Valérie Lecoeur : La commune de Plougonvelin a vraiment mis en oeuvre la réforme dans toute son ampleur. C'est dû à l'engagement du maire et de son adjoint à l'éducation, qui ont su construire avec les acteurs locaux, et qui ont pris le temps de la consultation pour répondre à toutes les inquiétudes. Au début, ils penchaient plutôt, avec les enseignants, pour le samedi, mais les familles ont clairement opté pour le mercredi. La mairie a aussi su prendre en compte l'inquiétude des professeurs en ce qui concerne l'utilisation des locaux de l'école, et elle leur a demandé leur aide pour la constitution des groupes. Mon rôle a été d'être là, de participer aux conseils d'école afin de répondre aux questions qui se posaient. Ma conseillère pédagogique a suivi les réunions de préparation, aux côtés des directeurs. Il importait également de rappeler que nous n'avions pas à prendre une décision qui revenait aux élus.

ToutEduc : Comment cela se passe-t-il dans les autres communes de votre circonscription ?

Valérie Lecoeur : Sur 17 communes, trois sont parties dès cette année. A Ouessant, ça se passe très bien, pour le privé comme pour le public. Tout le monde s'est mis autour de la table pour construire un PEDT qui tienne compte des contraintes d'une île, et pour construire une offre de qualité. Il y a d'ailleurs sur place des ressources culturelles importantes. A Plouzané, qui est une commune péri-urbaine de la communauté urbaine de Brest, et qui compte 14 000 habitants, avec quatre groupes scolaires, il y a une heure d'activité par semaine, la pause méridienne a été allongée et les enfants sortent plus tôt les autres jours. Les parents redoutaient surtout que les activités périscolaires ne soient qu'une garderie déguisée. Je pense qu'ils sont rassurés.

ToutEduc : Comment cela se passe-t-il au niveau départemental ?

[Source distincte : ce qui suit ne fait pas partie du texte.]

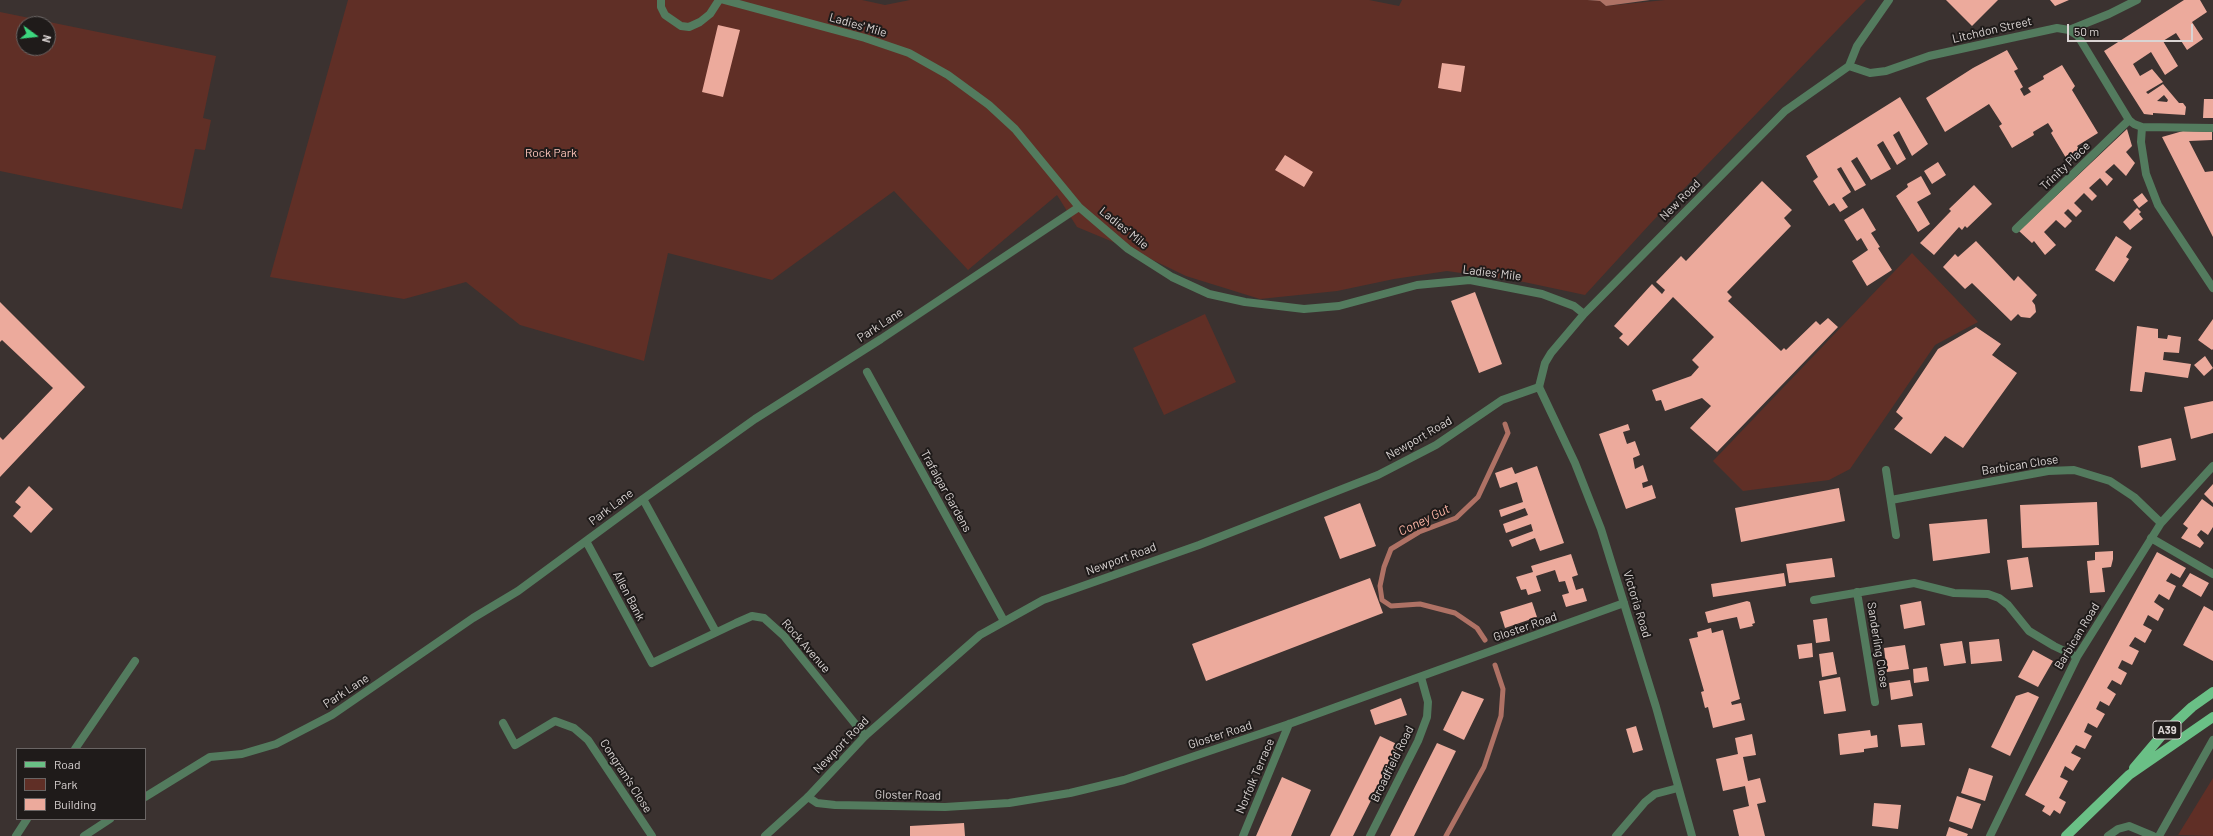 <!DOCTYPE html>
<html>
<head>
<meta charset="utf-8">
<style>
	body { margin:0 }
	#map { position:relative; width:2213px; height:836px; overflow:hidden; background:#3b3230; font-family:Barlow,sans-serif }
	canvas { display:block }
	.legend { position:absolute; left:16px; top:748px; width:130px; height:72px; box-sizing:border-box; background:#1f1b1a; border:1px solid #6a6564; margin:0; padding:5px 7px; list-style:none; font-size:12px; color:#dad4d3 }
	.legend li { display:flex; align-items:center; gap:8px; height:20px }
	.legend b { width:20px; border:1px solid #6a6564 }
	.north { position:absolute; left:16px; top:16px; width:40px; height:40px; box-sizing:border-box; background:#1f1b1a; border:1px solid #6a6564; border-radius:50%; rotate:105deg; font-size:11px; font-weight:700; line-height:16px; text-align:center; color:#dad4d3 }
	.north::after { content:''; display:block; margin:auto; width:14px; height:18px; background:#3cd77e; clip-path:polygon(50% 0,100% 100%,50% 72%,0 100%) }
	.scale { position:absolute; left:2067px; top:24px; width:126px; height:18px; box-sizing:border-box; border:2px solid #dad4d3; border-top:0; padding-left:5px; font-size:12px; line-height:14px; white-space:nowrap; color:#dad4d3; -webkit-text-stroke:3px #1f1b1a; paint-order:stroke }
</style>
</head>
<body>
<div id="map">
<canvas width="2213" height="836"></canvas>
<ul class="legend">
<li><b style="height:5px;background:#6ac086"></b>Road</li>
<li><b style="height:11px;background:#602f26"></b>Park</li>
<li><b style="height:11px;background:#ecaa9c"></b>Building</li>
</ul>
<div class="north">N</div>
<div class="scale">50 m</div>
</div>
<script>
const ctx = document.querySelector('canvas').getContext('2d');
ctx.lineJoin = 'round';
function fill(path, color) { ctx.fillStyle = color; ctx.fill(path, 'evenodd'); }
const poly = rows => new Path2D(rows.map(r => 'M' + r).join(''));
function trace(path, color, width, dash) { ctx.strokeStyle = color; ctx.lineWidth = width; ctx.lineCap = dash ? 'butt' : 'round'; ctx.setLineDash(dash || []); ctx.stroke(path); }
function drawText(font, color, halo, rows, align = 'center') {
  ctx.font = font + ' Barlow,sans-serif'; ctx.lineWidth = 4; ctx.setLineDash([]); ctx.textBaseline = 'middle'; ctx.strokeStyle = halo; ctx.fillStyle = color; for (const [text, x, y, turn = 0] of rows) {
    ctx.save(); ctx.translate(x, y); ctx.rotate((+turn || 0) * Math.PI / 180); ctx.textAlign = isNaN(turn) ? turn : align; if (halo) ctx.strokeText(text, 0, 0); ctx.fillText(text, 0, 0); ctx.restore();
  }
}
fill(poly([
	[348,0,862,0,885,5,910,0,1369,0,1399,6,1402,0,1587,0,1600,1,1606,6,1665,0,1866,0,1650,224,1585,295,1524,282,1447,271,1394,279,1337,291,1260,299,1186,276,1130,249,1077,227,1057,195,968,270,894,191,772,280,668,253,644,361,520,325,466,282,404,299,270,277],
	[0,12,216,56,203,118,211,120,205,150,195,149,182,209,0,171],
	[24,24,48,24,48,48,24,48],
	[1912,253,1978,322,1935,345,1850,469,1829,480,1743,491,1713,461],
	[1205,314,1236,382,1164,415,1133,348],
	[2213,778,2213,836,2178,835]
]), '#602f26');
fill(poly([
	[1587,0,1650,0,1606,6,1600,1]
]), '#af7265');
trace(poly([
	[1485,640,1477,628,1455,613,1420,604,1391,606,1382,600,1380,586,1384,567,1391,549,1419,532,1456,518,1478,497,1508,433,1505,424],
	[1446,836,1484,767,1501,716,1503,689,1495,665]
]), '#af7265', 5);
fill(poly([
	[1946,0,1998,0,1972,26],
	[2050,0,2069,0,2055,6],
	[2184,0,2200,0,2207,12,2192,22,2203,39,2187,50,2176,33,2163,41,2178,66,2165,75,2151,52,2133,64,2140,76,2152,69,2163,82,2146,92,2148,94,2163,84,2179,103,2183,103,2186,107,2185,115,2153,113,2153,115,2144,114,2104,51],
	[2164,95,2168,100,2167,102,2157,101],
	[718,25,740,30,723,97,702,92],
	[2007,50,2018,69,2014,71,2023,87,2020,89,2024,96,2031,92,2028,88,2044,79,2043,76,2062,65,2075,86,2072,90,2098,133,2077,146,2080,150,2066,158,2051,133,2053,131,2048,123,2033,132,2034,135,2012,148,1999,126,2002,124,1989,104,1945,132,1926,98,1973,68],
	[1442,63,1465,66,1461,92,1438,88],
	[1900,97,1928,144,1912,156,1899,131,1893,135,1906,159,1897,165,1883,141,1877,145,1891,169,1871,180,1857,157,1851,161,1866,185,1855,191,1841,167,1837,169,1851,192,1842,198,1848,207,1840,212,1834,203,1829,206,1813,181,1818,177,1806,156],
	[2204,99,2213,99,2213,118,2203,118],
	[2127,129,2132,146,2126,152,2135,163,2126,176,2114,164,2105,172,2113,179,2107,186,2100,178,2089,188,2097,196,2092,201,2084,193,2074,203,2082,211,2076,217,2068,209,2064,213,2072,221,2065,228,2056,220,2044,232,2056,245,2045,255,2034,241,2032,243,2019,231],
	[2183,131,2212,132,2212,140,2189,141,2205,172,2213,171,2213,237,2162,137],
	[1285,155,1313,172,1304,187,1275,170],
	[1938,162,1946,175,1932,184,1924,171],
	[1921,176,1931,194,1917,202,1930,224,1918,232,1896,196,1908,187,1907,184],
	[1762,181,1792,210,1784,218,1791,226,1727,292,1732,297,1728,301,1781,351,1784,348,1786,350,1816,321,1820,325,1828,318,1838,327,1717,452,1690,428,1711,406,1702,398,1665,411,1661,400,1656,401,1652,390,1691,376,1699,367,1692,360,1714,337,1673,297,1628,346,1619,338,1623,334,1614,326,1652,284,1662,294,1665,290,1656,282,1681,256,1686,261],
	[1974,185,1992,204,1967,228,1965,226,1962,230,1959,227,1934,255,1920,243,1951,211,1949,209],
	[2142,193,2148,201,2139,208,2133,200],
	[1863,208,1876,230,1871,233,1880,247,1878,248,1892,270,1867,286,1852,261,1868,250,1861,238,1857,241,1844,220],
	[2137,208,2141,212,2139,214,2143,219,2130,230,2123,222],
	[2116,236,2132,247,2126,257,2129,259,2114,282,2095,270],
	[1976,241,2014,281,2018,276,2037,295,2032,301,2035,305,2036,312,2030,318,2021,317,2018,314,2011,321,1972,283,1965,289,1943,267,1955,254,1958,257],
	[1475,292,1502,364,1479,373,1451,301],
	[0,302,85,387,0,477,0,437,3,440,53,388,2,340,0,342],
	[2213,319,2213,349,2212,350,2198,340],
	[2137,326,2158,329,2158,338,2167,339,2168,335,2181,337,2179,353,2164,352,2163,360,2191,364,2188,378,2145,372,2142,392,2130,391],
	[1976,327,2001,344,1992,355,2017,373,1963,448,1945,436,1931,454,1894,429,1903,418,1896,412,1938,349],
	[2205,356,2213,368,2204,376,2194,365],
	[2213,401,2213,433,2191,439,2184,407],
	[1628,424,1630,430,1623,432,1627,444,1635,441,1640,455,1633,458,1635,469,1643,465,1648,481,1642,483,1643,488,1652,485,1656,498,1626,509,1599,434],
	[2171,438,2176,460,2141,468,2138,446],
	[1537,466,1564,543,1540,551,1535,538,1512,547,1509,540,1533,531,1531,524,1506,533,1503,524,1528,515,1525,508,1501,517,1499,510,1523,502,1517,482,1500,488,1495,473,1512,467,1515,474],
	[2213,484,2213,503,2204,494],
	[29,486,53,509,31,533,13,516,21,507,15,502],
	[1839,488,1845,521,1741,542,1735,508],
	[2202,499,2213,507,2213,527,2208,535,2201,530,2197,535,2204,543,2200,548,2181,538,2188,528,2183,524],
	[2097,502,2099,545,2022,548,2020,505],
	[1360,503,1376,546,1340,559,1324,517],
	[1987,519,1990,553,1933,561,1929,524],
	[2113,551,2113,559,2111,567,2102,568,2105,592,2090,593,2087,561,2095,560,2095,552],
	[2157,552,2186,568,2180,578,2171,573,2166,581,2176,586,2169,600,2159,594,2154,602,2164,609,2158,621,2148,615,2143,625,2152,630,2145,643,2135,637,2129,646,2139,651,2132,665,2122,660,2118,668,2127,673,2121,685,2112,680,2107,688,2116,694,2109,706,2100,701,2096,709,2105,714,2097,728,2088,723,2084,732,2092,736,2085,749,2076,745,2071,753,2081,758,2073,771,2065,766,2060,777,2068,781,2059,798,2066,802,2060,814,2054,810,2050,816,2042,811,2045,806,2025,795],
	[1571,554,1578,575,1572,577,1576,590,1583,588,1587,601,1566,607,1562,595,1569,593,1565,581,1559,582,1555,570,1536,576,1541,591,1528,595,1526,589,1521,590,1516,577,1533,572,1531,566],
	[2028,557,2033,587,2011,590,2007,560],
	[1832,558,1835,577,1789,583,1786,564],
	[1784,573,1786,586,1713,597,1711,584],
	[2190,573,2209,583,2201,597,2182,586],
	[1370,578,1383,613,1206,681,1192,644],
	[1747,601,1750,602,1755,623,1752,624,1753,626,1740,629,1737,617,1708,623,1705,612],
	[1921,601,1925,625,1904,629,1900,605],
	[1532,602,1537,617,1505,628,1500,612],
	[2204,606,2213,611,2213,661,2183,645],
	[1827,618,1830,641,1816,643,1813,620],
	[1711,628,1712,633,1723,630,1740,699,1731,702,1732,705,1741,703,1745,720,1713,728,1708,707,1705,708,1701,692,1704,691,1689,639,1698,637,1697,632],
	[1999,639,2002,661,1971,664,1969,642],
	[1962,641,1966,663,1944,666,1940,644],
	[1812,643,1813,657,1799,659,1797,645],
	[1905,645,1909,669,1887,672,1884,648],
	[2033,650,2053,661,2038,687,2018,677],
	[1833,652,1837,674,1822,677,1819,654],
	[1927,667,1929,681,1914,683,1913,669],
	[1840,677,1846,711,1824,714,1819,681],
	[1910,680,1913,696,1891,700,1889,683],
	[1462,691,1484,699,1464,740,1443,730],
	[2028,692,2039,697,2010,756,1991,747,2016,696],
	[1401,698,1407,715,1375,725,1370,710],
	[1922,723,1925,745,1901,747,1898,725],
	[1636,726,1643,750,1633,753,1626,729],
	[1870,730,1871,736,1877,735,1878,747,1864,749,1864,752,1840,755,1838,734],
	[1752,734,1756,755,1743,757,1748,781,1760,778,1766,802,1757,804,1765,836,1739,836,1733,810,1749,806,1745,786,1723,791,1716,759,1738,754,1735,738],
	[1380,736,1399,745,1353,836,1330,836],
	[1437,743,1456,751,1414,836,1390,836],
	[1969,768,1993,776,1985,801,1961,793],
	[1282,777,1311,790,1291,836,1256,836],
	[1957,796,1981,804,1972,829,1949,821],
	[1874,803,1901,805,1898,829,1872,826],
	[964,823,965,836,910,836,910,826],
	[1949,827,1968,834,1967,836,1946,836]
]), '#ecaa9c');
trace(poly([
	[867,372,1004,621]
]), '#537b5e', 8);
trace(poly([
	[661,0,661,7,665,15,681,26,689,27,700,22,710,14,719,0],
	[724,0,865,38,909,53,948,75,989,105,1015,129,1079,207,1128,249,1172,277,1209,294,1245,302,1304,309,1339,306,1417,285,1470,280,1542,294,1574,306,1584,314],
	[2069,30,2078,36,2129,120,2134,124,2142,127,2141,142,2146,174,2158,205,2213,288],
	[1849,66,1870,73,1886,71,1929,56,1997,41,2057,28,2069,30,2109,14,2137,0],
	[2142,127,2213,128],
	[2016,229,2129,120],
	[1539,387,1545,363,1551,353,1584,314,1785,111,1849,66,1857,46,1889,0],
	[1886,470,1896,535],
	[643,499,716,632],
	[1891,500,2048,471,2074,470,2110,481,2134,497,2161,523],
	[2151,538,2213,574],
	[586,541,652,663,736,623,752,616,764,618,784,636,865,736],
	[1857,592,1875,702],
	[1814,600,1914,583,1954,593,1988,594,1999,598,2008,605,2029,631,2054,646,2077,657],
	[503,723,515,745,555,721,574,728,588,740,652,836],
	[75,749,135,661],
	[145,797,210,757,242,754,276,744,332,715,473,618,518,591,643,499,755,419,881,339,1079,207],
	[808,797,817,803,835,805,945,807,1009,803,1070,793,1124,780,1289,724,1624,603],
	[16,836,27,819],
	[84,836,110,819],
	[1243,836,1289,724],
	[1370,836,1418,741,1427,717,1428,702,1421,677],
	[1616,836,1645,802,1655,794,1678,788],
	[1990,836,2077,657,2161,523,2213,466],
	[2108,836,2118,829,2129,826,2153,836],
	[2159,836,2213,740]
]), '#537b5e', 8);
trace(poly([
	[765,836,808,797,865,736,980,635,1043,600,1199,545,1378,475,1436,445,1502,400,1539,387,1575,463,1601,529,1656,707,1692,836]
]), '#537b5e', 8);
trace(poly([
	[2134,768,2162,735,2192,707,2213,692],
	[2066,836,2129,775,2213,717]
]), '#6ac086', 10);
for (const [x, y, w] of [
	[2167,730,28]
]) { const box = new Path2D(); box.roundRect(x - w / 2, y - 9, w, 18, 3); ctx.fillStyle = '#1f1b1a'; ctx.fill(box); trace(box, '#dad4d3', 1); }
drawText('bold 11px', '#dad4d3', null, [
	["A39",2167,730]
]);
drawText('12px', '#dad4d3', '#1f1b1a', [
	["Ladies' Mile",858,25,16],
	["Litchdon Street",1992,30,-13],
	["Trinity Place",2065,166,-44],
	["New Road",1680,200,-45],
	["Ladies' Mile",1124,228,39],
	["Ladies' Mile",1492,273,7],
	["Park Lane",880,325,-33],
	["Newport Road",1419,438,-30],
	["Barbican Close",2020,465,-9],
	["Trafalgar Gardens",946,491,61],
	["Park Lane",611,507,-37],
	["Newport Road",1121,559,-20],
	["Allen Bank",629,596,62],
	["Victoria Road",1637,604,73],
	["Gloster Road",1525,627,-19],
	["Barbican Road",2077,636,-59],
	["Sanderling Close",1878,645,81],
	["Rock Avenue",806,646,49],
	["Park Lane",346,691,-33],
	["Gloster Road",1220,735,-18],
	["Newport Road",841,745,-46],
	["Broadfield Road",1392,764,-64],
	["Congram's Close",626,776,57],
	["Norfolk Terrace",1255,776,-67],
	["Gloster Road",908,795,1]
]);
drawText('12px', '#fdc5ba', '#1f1b1a', [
	["Rock Park",551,153]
]);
drawText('italic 13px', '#fdb5a5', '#1f1b1a', [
	["Coney Gut",1424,520,-26]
]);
</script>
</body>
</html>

Michel Cillard : Un groupe d'appui réunit l'Education nationale, la direction de la cohésion sociale, la caisse d'allocations familiales, le conseil général, la Ligue de l'enseignement et les Francas et nous avons organisé depuis le début de l'année 4 réunions avec les élus. Nous n'avons pas eu besoin de convaincre ceux qui doivent mettre en place la réforme l'an prochain : ceux qui sont partis cette année s'en sont chargés lors des concertations en apportant leurs témoignages. Ca se passe très bien dans ces 42 communes (sur les 232 communes du département qui comptent au moins une école publique). En zone rurale, je pense notamment à Saint-Nic, Saint-Segal et Port-Launay, trois villages qui ont sollicité une association intercommunale et mis en place des emplois du temps différents, pour que les intervenants puissent passer de l'un à l'autre.

Sur le département, le taux des élèves inscrits aux activités périscolaires dans les communes concernées est monté de 65 % à 90 ou 95 %. Même si certains parents s'inquiètent de leur qualité et de leur diversité, ils semblent en être plutôt satisfaits. Quant aux organisations syndicales d'enseignants, elles dénoncent certaines difficultés, çà ou là, mais elles ne remettent pas en cause la réforme elle-même. Nous avons en revanche une difficulté à Quimper [où les personnels communaux étaient en grève mardi 1er pour protester contre "une mauvaise organisation de leur journée de travail", ndlr], peut-être parce que le nombre des élèves concernés est plus important et que c'est plus compliqué à mettre en place.